James George Hamilton, 6th Duke of Hamilton and 3rd Duke of Brandon, KT (10 July 1724 – 17 January 1758) was a Scottish peer.

==Early years and education==
Hamilton was the son of the 5th Duke of Hamilton, and his first wife, the former Lady Anne Cochrane, and was styled as Marquess of Clydesdale from his birth until his father's death. He was educated at Winchester College from 1734 to 1740. He matriculated at St Mary Hall, Oxford on 23 February 1741, knighted into the Order of the Thistle in or around 1742, and created a DCL on 14 April 1743.

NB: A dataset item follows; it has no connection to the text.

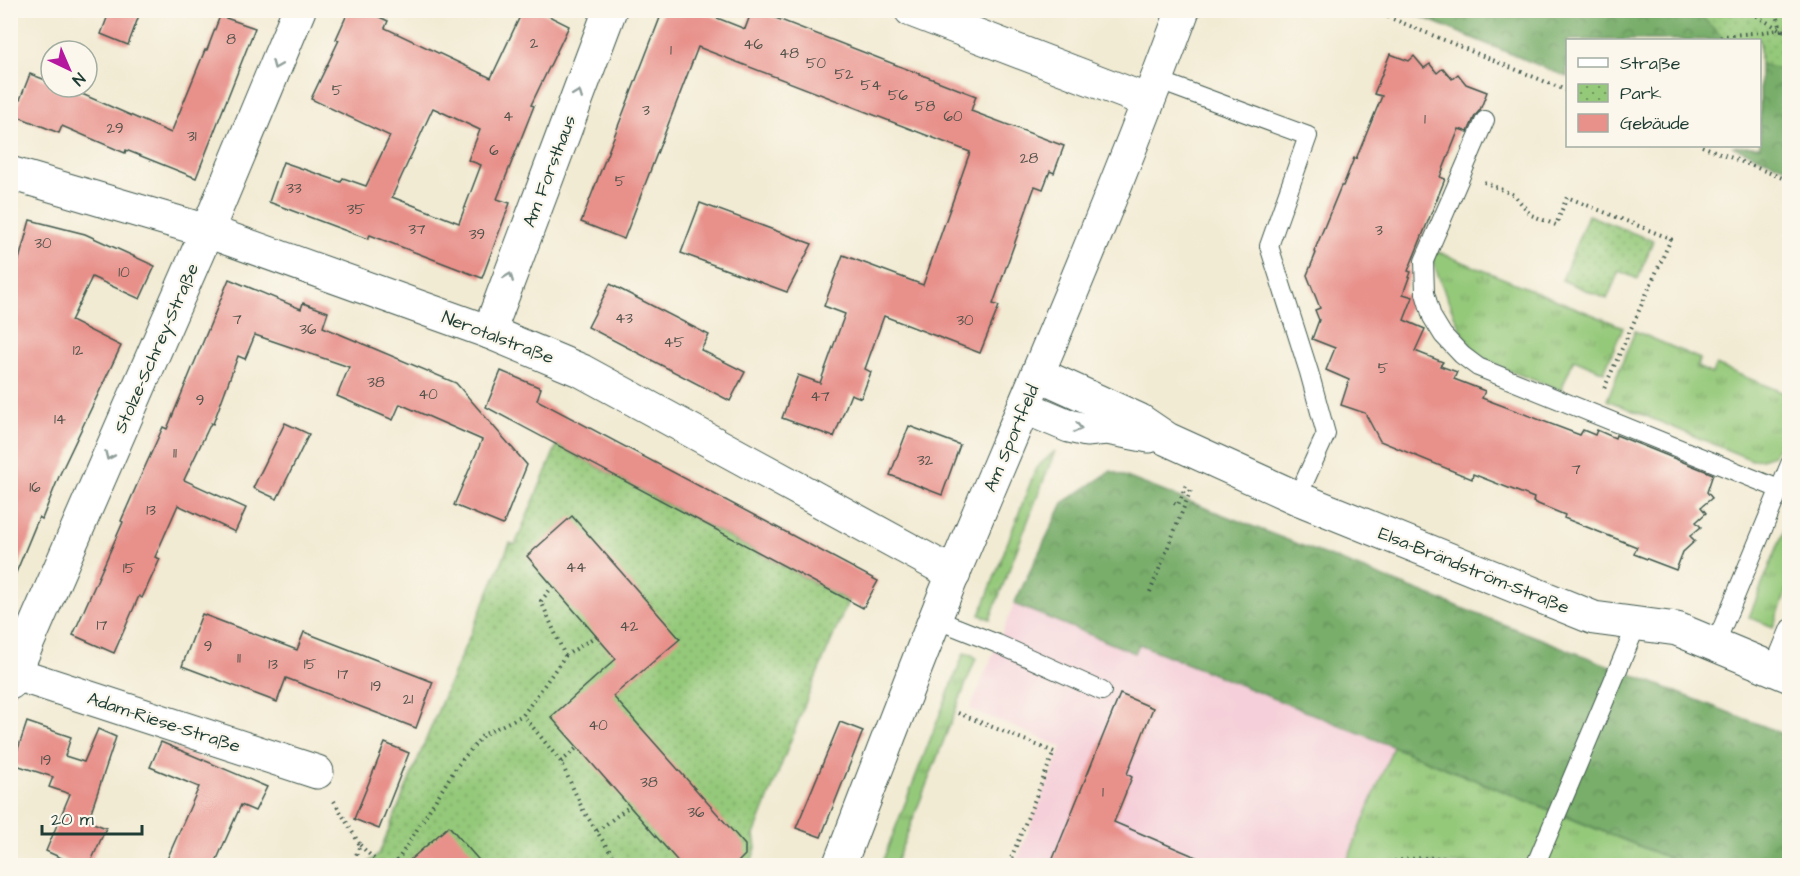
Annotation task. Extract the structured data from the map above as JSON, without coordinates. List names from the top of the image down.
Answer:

On 14 February (St. Valentine's Day) 1752, Hamilton met the society beauty Elizabeth Gunning at Bedford House in London. According to Horace Walpole, the duke wished to marry her that night and he called for a local parson to perform the ceremony. However, without a licence, calling of banns and a ring, the parson refused and they were eventually married that night in Mayfair Chapel (which did not require a licence) in a clandestine marriage, with a ring from a bed curtain. The couple had three children:
- Lady Elizabeth Hamilton (26 January 1753 – 14 March 1797), married Edward Smith-Stanley, 12th Earl of Derby
- James Hamilton, 7th Duke of Hamilton (18 February 1755 – 7 July 1769)
- Douglas Hamilton, 8th Duke of Hamilton (24 July 1756 – 2 August 1799)

On 2 March 1743, he succeeded to his father's title of Duke of Hamilton.

==Death==
He died on 17 January 1758, aged 33, at Great Tew, Oxfordshire, from a cold caught whilst out hunting. He was buried in February 1758 at the family mausoleum at Hamilton, South Lanarkshire.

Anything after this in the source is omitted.